A 65-year-old female was diagnosed with chronic lymphocytic leukemia in 1997. A bone marrow aspirate showed 95% of nucleated cells were lymphocytes, and on immunophenotyping, the CLL score was 5/5. Cytogenetics were normal.
She was treated intermittently as her white cell count (WCC) rose; first with 11 courses of chlorambucil from 2003 to 2006, later with six courses of rituximab, cyclophosphamide, vincristine, and prednisolone (R-CVP) from 2006 to 2007.
New splenomegaly was noted in June 2009, which progressed through treatment with three courses of fludarabine, a further three courses of R-CVP (2011), and two cycles of bendamustine-rituximab (2011). She was then referred for splenic radiotherapy, receiving 10.5 Gy in 11 fractions in December 2011.
CT monitoring of lung nodules throughout this period has afforded us ample radiology to witness the normally located, albeit enlarged, spleen prior to radiotherapy (see Fig. 1a–c).
In March 2012, aged 80, and following splenic radiotherapy, the patient presented with a new lower abdominal mass that was smooth and nontender. An ovarian malignancy was suspected but a CT abdomen confirmed this to be a rotated, prolapsed, and more enlarged spleen (see Fig. 1d–f). The patient's frail state precluded any further interventions.
“Wandering spleen” is a rare condition, first described by Van Horne in 1667 during autopsy , in which the spleen is not fixed in the left upper quadrant. Case reports in the literature generally focus on complications of a wandering spleen requiring surgery (especially splenic torsion but also splenic haemorrhage). Traditionally, splenectomy was performed but splenoplexy (surgical fixation of the spleen) is now increasingly used, where possible, to preserve splenic function and prevent overwhelming post-splenectomy sepsis.
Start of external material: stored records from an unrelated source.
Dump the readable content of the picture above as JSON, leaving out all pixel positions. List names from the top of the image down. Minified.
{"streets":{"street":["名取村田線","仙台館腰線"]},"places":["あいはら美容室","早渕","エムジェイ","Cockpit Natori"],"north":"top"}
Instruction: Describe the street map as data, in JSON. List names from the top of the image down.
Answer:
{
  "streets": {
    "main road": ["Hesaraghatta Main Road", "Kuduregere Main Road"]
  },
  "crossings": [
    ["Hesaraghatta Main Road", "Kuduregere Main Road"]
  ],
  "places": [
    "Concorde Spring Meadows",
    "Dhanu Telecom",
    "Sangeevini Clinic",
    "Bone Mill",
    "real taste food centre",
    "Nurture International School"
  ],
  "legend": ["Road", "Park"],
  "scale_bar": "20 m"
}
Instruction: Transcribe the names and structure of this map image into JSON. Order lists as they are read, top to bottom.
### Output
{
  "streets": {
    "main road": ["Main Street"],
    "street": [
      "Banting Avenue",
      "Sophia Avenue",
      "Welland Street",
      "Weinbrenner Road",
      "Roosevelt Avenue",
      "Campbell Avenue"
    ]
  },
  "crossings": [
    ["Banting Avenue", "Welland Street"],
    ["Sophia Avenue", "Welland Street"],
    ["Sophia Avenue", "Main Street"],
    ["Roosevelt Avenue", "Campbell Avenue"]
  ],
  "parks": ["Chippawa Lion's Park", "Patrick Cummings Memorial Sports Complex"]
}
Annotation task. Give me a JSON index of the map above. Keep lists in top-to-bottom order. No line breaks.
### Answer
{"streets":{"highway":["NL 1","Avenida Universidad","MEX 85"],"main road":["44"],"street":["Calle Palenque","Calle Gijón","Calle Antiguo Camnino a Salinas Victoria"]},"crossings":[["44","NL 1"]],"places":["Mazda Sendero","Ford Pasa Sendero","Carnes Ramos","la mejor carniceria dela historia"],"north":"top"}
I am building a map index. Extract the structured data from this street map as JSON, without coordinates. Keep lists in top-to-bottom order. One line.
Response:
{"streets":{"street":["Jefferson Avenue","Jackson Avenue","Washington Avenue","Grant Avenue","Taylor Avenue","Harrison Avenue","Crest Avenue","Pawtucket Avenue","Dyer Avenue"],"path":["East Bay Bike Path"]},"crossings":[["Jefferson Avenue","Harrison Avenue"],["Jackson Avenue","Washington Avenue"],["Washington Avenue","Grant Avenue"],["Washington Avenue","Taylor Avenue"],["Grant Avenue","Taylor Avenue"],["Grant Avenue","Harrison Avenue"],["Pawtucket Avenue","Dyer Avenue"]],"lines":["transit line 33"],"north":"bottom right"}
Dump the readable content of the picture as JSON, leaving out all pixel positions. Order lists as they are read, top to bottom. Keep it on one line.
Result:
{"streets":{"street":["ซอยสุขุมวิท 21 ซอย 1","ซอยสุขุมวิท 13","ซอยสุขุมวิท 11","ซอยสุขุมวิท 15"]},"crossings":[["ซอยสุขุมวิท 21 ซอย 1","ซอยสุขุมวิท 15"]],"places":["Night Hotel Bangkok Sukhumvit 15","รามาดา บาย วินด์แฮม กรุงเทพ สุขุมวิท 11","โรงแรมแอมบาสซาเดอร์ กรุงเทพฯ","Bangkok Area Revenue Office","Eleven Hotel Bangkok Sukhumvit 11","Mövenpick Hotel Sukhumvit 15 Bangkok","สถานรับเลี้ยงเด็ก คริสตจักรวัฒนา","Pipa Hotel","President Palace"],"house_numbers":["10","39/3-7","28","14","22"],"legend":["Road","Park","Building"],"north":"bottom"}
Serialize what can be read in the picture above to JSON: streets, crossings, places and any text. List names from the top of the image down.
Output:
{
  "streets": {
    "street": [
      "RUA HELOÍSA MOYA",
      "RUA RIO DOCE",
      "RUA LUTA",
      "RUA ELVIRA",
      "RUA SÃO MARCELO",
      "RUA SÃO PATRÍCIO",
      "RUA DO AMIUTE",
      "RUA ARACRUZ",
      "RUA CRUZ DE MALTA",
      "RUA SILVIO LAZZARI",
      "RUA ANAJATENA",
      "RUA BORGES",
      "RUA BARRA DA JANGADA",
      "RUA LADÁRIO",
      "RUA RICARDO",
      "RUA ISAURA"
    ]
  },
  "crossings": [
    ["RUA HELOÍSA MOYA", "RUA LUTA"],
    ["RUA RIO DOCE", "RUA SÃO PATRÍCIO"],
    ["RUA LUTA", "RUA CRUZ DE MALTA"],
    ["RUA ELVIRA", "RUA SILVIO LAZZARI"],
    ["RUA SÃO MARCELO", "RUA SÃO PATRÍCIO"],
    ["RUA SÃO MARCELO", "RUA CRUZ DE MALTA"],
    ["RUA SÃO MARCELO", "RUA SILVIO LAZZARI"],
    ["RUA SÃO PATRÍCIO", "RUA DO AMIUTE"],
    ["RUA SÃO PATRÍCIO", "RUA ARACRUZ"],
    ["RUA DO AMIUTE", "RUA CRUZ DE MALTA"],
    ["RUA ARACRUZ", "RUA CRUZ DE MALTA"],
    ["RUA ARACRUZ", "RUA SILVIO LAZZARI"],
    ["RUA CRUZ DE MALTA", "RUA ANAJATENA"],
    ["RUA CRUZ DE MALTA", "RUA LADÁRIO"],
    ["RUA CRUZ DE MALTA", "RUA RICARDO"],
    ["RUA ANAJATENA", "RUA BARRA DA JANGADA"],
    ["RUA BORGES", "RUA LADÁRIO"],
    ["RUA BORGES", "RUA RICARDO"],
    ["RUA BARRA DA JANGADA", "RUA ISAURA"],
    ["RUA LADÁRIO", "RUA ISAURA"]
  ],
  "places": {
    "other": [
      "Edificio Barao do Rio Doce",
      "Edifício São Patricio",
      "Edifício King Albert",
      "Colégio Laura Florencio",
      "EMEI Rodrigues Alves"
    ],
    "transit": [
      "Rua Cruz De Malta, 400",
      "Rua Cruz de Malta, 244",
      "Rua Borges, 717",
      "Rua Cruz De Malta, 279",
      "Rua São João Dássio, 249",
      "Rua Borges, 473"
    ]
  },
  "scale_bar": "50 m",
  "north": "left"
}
Congenital ectopic spleens are considered to be due to absence of splenic ligaments caused by an embryonic failure of dorsal mesogastrium development . The precise etiology of an acquired wandering spleen is unclear, but they have always been documented in association with a lengthened vascular pedicle, with laxity of the splenic ligaments .
Most, but not all, pelvic spleens are enlarged, but it remains disputed whether this is a cause or a consequence of its malposition. Many have argued that the weight of an enlarged organ gives laxity to the supporting ligaments resulting in a spleen to gravitate downward [4, 5], while others have argued that a torted splenic vein in an ectopic spleen causes splenic congestion and thus splenomegaly. Interestingly, the incidence of a wandering spleen was not seen to be higher in Uganda, a country with endemic splenomegaly secondary to malaria . A strong association of wandering spleens with multiparous women has suggested that the direct effect of oestrogen on the abdominal wall during pregnancy may also have a role .
Noninfective pathologic involvement of a wandering spleen has been described very rarely, but the documented cases have always identified the underlying disease process as a lymphoproliferative disorder.
This is the first case to present the wandering of a spleen peri-radiotherapy. Crucially, this case alerts oncologists that radiotherapy targets can be mobile and, for splenic radiotherapy in particular, radiotherapy planning needs to take this into account.